(WORK ORDER):
Read the records and gather each line that includes "Antonio".

(DATASET CONTENT):
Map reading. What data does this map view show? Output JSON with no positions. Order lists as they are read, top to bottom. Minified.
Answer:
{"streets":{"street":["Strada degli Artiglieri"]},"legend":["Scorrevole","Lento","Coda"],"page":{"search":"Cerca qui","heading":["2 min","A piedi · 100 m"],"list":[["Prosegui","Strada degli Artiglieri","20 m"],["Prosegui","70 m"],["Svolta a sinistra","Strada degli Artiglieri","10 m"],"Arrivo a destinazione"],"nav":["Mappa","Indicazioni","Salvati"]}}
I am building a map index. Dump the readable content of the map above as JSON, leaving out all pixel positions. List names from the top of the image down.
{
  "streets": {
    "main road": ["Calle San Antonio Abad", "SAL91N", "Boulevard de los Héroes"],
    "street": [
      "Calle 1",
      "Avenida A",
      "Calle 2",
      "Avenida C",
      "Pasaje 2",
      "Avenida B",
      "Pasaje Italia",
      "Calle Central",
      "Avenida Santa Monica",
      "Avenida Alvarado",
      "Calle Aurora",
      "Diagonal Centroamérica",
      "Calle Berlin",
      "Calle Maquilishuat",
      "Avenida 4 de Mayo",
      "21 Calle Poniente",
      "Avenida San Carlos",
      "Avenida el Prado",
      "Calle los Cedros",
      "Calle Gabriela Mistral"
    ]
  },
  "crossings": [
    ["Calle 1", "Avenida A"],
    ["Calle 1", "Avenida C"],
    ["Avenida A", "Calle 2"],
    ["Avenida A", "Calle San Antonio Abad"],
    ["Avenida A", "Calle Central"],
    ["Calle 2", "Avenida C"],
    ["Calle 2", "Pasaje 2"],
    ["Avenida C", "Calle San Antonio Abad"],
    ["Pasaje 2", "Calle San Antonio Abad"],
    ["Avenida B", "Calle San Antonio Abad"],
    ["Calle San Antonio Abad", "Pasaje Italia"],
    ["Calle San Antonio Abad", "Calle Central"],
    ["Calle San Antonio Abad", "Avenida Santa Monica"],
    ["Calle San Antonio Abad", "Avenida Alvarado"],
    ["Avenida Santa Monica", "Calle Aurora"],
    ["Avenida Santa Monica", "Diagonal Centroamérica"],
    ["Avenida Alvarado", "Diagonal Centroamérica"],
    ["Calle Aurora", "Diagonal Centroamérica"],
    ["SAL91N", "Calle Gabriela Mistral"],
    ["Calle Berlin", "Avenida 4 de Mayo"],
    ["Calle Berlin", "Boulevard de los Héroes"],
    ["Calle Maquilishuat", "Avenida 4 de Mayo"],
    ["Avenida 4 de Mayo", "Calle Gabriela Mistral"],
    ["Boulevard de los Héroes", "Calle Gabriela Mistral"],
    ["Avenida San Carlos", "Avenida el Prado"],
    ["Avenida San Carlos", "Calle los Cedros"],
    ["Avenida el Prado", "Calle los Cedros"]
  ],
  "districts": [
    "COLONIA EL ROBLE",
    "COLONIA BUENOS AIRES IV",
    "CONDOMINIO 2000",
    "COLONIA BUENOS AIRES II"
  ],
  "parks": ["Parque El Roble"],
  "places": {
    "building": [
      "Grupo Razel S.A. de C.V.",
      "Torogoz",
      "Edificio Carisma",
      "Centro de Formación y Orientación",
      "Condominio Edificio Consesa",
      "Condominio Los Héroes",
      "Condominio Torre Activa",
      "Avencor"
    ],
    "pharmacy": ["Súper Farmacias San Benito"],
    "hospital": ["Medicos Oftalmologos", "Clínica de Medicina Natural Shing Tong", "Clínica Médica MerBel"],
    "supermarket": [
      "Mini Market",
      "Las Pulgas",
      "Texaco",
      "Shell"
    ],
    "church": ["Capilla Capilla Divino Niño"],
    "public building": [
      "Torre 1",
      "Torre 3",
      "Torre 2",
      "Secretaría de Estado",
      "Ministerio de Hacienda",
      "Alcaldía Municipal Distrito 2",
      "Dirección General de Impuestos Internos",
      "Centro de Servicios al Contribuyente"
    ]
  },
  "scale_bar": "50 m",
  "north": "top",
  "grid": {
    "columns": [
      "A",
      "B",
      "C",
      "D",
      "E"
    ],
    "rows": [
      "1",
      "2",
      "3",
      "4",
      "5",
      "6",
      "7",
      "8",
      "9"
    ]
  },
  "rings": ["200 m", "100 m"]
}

(EXPECTED ANSWER):
    "main road": ["Calle San Antonio Abad", "SAL91N", "Boulevard de los Héroes"],
    ["Avenida A", "Calle San Antonio Abad"],
    ["Avenida C", "Calle San Antonio Abad"],
    ["Pasaje 2", "Calle San Antonio Abad"],
    ["Avenida B", "Calle San Antonio Abad"],
    ["Calle San Antonio Abad", "Pasaje Italia"],
    ["Calle San Antonio Abad", "Calle Central"],
    ["Calle San Antonio Abad", "Avenida Santa Monica"],
    ["Calle San Antonio Abad", "Avenida Alvarado"],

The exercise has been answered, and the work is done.